Trigonometry equation How would I figure out the following trig equation.

$$\cos (x)(\csc x-\sqrt{2})=0$$

I know that $\csc(x)=\sqrt{2}$ is $\,\large\frac{\pi}{4}\,$ and $\,\large\frac{3 \pi}{4}\,$
So would I take $\cos$ of these two?
 A: In the given equation, $\cos (x)$ is a factor of $\,cxc(x) - \sqrt 2)$; the expression does not ask you to determine $\,cxc(x) - \sqrt 2)$ as the argument of the $\cos$ function. 
So we check when each factor equals $0$:
$$\cos(x)(\csc(x)-\sqrt{2})=0 \implies \cos x = 0\;\;\text{or}\;\;\csc x -\sqrt 2 = 0 \implies \csc x = \sqrt 2$$
Yes indeed, the solution to $\csc(x)=\sqrt{2}$ is $x = \dfrac{\pi}{4}$ and $x = \dfrac{3 \pi}{4}$
So you've found two of four solutions for $x \in [0, 2\pi)$.
Now you need to only to determine when $\bf \cos x = 0$.
A: So, either $\cos x=0\iff x=(2m+1)\frac\pi2$ where $m$ is any integer.
$0\le (2m+1)\frac\pi2< 2\pi\implies 0\le 2m+1<4\implies m=0,1$
or, $\csc x=\sqrt2\implies \sin x=\frac1{\sqrt2}=\sin \frac\pi4$
So in that case, $x=n\pi+(-1)^n \frac\pi4$ where $n$ is any integer.

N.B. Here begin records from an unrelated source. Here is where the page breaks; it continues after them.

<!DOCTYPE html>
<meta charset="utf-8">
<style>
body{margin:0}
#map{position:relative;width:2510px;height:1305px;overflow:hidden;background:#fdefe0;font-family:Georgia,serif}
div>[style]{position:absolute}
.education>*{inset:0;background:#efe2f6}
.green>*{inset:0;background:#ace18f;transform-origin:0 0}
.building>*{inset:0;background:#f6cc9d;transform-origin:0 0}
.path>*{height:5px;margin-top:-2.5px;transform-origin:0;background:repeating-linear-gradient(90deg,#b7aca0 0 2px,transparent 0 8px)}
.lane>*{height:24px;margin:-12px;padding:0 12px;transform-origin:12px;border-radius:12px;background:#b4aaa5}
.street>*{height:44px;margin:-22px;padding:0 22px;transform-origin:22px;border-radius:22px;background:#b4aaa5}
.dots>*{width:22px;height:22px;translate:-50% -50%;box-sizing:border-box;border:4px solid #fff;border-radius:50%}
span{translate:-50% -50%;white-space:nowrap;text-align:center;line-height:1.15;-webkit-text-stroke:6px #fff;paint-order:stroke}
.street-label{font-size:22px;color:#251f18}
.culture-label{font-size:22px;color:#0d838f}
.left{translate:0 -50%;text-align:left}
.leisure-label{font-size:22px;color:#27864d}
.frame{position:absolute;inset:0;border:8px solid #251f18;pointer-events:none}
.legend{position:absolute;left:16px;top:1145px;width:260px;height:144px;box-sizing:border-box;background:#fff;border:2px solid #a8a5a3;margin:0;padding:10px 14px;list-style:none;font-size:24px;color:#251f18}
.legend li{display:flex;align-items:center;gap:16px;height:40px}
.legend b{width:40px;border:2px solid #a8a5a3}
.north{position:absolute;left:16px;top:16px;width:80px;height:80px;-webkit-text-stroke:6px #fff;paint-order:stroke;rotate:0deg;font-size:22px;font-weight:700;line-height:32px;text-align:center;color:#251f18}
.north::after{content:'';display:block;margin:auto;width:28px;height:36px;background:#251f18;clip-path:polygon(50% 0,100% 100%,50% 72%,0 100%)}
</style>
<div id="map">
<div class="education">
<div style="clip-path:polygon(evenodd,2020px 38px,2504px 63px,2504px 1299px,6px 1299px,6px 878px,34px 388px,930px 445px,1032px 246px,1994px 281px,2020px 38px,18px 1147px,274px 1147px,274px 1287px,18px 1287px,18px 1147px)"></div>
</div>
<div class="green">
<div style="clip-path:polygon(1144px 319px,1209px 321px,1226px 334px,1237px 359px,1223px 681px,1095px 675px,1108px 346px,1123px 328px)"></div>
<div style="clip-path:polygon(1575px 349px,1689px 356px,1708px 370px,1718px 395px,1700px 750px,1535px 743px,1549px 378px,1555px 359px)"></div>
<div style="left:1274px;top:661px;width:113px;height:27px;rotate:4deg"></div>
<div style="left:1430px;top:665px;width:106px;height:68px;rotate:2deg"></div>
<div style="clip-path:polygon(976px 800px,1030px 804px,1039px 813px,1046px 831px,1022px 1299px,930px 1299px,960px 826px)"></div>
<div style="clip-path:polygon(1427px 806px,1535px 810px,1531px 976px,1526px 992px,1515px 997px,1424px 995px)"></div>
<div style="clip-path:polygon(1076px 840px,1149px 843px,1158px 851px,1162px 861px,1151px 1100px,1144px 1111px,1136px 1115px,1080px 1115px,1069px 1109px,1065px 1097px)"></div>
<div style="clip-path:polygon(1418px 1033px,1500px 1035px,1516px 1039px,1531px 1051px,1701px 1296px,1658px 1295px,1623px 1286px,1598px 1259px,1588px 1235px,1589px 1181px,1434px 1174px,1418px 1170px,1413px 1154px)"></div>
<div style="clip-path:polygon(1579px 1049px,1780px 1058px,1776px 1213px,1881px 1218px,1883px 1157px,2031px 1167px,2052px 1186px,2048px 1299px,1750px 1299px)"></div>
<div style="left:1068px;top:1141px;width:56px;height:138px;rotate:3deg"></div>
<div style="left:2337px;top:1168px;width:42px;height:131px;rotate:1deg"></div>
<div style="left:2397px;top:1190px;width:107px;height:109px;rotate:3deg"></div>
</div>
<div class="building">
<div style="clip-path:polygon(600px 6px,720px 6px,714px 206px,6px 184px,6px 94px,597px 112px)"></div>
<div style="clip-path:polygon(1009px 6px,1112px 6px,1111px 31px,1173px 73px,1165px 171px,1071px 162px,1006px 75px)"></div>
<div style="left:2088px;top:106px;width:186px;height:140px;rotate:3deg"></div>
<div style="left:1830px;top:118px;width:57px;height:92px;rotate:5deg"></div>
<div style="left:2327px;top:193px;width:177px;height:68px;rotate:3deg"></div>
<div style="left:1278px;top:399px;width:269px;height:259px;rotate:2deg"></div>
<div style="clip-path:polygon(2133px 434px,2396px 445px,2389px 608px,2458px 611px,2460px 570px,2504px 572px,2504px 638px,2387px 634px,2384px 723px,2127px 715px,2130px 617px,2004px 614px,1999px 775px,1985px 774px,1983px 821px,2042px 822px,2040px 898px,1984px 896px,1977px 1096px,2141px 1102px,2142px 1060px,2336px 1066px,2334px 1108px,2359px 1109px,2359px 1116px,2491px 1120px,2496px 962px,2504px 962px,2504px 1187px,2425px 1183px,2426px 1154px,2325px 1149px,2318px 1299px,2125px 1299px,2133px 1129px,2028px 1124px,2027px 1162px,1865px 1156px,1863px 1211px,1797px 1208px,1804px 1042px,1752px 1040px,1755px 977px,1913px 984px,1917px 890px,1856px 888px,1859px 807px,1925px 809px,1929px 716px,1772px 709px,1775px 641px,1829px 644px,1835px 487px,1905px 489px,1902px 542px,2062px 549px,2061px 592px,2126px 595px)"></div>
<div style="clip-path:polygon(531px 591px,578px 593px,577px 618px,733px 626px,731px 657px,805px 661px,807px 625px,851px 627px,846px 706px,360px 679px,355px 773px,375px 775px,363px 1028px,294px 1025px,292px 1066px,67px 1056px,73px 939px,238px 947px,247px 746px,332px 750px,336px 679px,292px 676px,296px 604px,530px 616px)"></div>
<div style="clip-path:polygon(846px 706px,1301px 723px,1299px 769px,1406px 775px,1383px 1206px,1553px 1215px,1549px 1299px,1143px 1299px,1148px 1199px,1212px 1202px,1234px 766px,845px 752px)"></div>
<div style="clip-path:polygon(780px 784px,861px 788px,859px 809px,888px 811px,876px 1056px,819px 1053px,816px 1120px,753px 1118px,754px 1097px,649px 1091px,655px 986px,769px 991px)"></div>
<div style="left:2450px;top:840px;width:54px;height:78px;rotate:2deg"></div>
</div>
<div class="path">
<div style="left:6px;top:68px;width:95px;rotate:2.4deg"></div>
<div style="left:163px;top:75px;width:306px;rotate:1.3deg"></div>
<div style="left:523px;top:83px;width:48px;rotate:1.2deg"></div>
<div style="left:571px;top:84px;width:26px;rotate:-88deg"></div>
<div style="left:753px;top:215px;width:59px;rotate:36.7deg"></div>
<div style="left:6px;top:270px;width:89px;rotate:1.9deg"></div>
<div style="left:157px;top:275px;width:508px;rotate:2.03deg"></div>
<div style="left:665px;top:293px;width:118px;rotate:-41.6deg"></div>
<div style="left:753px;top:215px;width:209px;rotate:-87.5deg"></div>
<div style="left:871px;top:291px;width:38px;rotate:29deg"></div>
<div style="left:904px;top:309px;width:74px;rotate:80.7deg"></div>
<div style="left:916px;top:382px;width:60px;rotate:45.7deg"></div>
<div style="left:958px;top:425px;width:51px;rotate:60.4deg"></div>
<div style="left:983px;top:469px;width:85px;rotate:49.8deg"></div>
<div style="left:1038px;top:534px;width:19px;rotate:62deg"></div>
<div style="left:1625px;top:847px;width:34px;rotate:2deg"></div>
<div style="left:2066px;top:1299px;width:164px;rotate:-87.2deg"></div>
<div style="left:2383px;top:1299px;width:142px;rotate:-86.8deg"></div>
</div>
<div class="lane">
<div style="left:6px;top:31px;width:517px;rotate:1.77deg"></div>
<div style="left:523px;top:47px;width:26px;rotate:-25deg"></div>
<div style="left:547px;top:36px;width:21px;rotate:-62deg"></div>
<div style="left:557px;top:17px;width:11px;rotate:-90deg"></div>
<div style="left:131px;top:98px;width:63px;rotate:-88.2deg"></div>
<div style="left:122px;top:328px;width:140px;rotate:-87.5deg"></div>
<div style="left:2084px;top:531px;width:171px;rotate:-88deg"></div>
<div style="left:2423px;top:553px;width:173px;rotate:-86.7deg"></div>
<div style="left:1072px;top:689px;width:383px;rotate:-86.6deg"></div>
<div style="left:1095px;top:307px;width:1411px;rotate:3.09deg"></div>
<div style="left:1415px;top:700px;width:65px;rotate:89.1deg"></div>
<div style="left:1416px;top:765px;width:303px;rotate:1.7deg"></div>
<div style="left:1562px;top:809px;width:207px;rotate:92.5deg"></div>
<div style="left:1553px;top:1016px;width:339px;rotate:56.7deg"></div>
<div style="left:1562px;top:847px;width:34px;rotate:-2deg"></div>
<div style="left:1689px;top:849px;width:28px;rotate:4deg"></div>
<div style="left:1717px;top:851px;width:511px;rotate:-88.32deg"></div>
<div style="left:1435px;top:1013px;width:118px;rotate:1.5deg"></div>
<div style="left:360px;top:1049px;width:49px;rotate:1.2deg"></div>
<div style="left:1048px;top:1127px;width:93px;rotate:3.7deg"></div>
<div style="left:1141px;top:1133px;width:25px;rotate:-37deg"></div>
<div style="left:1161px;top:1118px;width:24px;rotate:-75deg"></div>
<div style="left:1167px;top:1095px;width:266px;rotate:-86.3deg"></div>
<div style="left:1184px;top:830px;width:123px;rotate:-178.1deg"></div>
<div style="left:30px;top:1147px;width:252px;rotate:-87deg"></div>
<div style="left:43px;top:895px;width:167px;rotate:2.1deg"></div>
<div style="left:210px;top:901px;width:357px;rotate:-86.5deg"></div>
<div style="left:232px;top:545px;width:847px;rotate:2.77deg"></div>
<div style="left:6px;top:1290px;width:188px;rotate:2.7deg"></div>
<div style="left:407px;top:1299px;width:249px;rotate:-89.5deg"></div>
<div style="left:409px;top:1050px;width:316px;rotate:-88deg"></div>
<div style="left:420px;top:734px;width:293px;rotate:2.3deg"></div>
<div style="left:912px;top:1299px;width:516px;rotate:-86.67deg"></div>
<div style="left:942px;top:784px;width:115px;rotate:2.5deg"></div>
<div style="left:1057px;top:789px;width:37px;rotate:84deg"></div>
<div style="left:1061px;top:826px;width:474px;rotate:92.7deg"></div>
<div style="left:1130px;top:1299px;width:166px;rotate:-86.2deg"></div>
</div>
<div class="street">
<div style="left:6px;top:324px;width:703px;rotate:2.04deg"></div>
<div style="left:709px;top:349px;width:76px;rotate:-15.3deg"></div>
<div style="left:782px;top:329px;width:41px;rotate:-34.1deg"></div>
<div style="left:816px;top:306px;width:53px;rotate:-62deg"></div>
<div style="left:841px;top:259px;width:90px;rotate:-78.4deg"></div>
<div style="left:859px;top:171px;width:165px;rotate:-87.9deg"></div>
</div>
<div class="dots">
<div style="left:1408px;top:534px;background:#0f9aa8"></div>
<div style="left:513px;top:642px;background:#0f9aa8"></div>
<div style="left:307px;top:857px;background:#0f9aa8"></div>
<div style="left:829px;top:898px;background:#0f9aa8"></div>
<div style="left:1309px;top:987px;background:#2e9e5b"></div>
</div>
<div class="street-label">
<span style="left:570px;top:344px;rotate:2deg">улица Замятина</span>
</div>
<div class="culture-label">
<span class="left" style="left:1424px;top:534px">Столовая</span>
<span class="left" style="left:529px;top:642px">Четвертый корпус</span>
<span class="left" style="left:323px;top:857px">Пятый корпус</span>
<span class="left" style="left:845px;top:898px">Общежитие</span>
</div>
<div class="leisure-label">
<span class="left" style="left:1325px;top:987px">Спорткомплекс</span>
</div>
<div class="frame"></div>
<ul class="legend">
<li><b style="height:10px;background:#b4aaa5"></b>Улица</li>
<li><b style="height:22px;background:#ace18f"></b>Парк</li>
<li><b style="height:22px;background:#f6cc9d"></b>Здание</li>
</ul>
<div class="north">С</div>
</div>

If $n$ is even $=2r$(say) $x=2r\pi+\frac\pi4\implies 0\le 2r\pi+\frac\pi4<2\pi\implies r=0 $
If $n$ is odd $=2r+1$(say) $x=(2r+1)\pi-\frac\pi4\implies 0\le (2r+1)\pi-\frac\pi4<2\pi\implies r=0 $
A: Use the fact that $AB = 0 \implies A = 0 \text{ or } B = 0$.
You have already found when $\csc(x) = 0$, so $\frac{\pi}{4}$ and $\frac{3\pi}{4}$ are both solutions.  Now, when does $\cos(x) = 0$?  When else is $\csc(x) = \sqrt{2}$?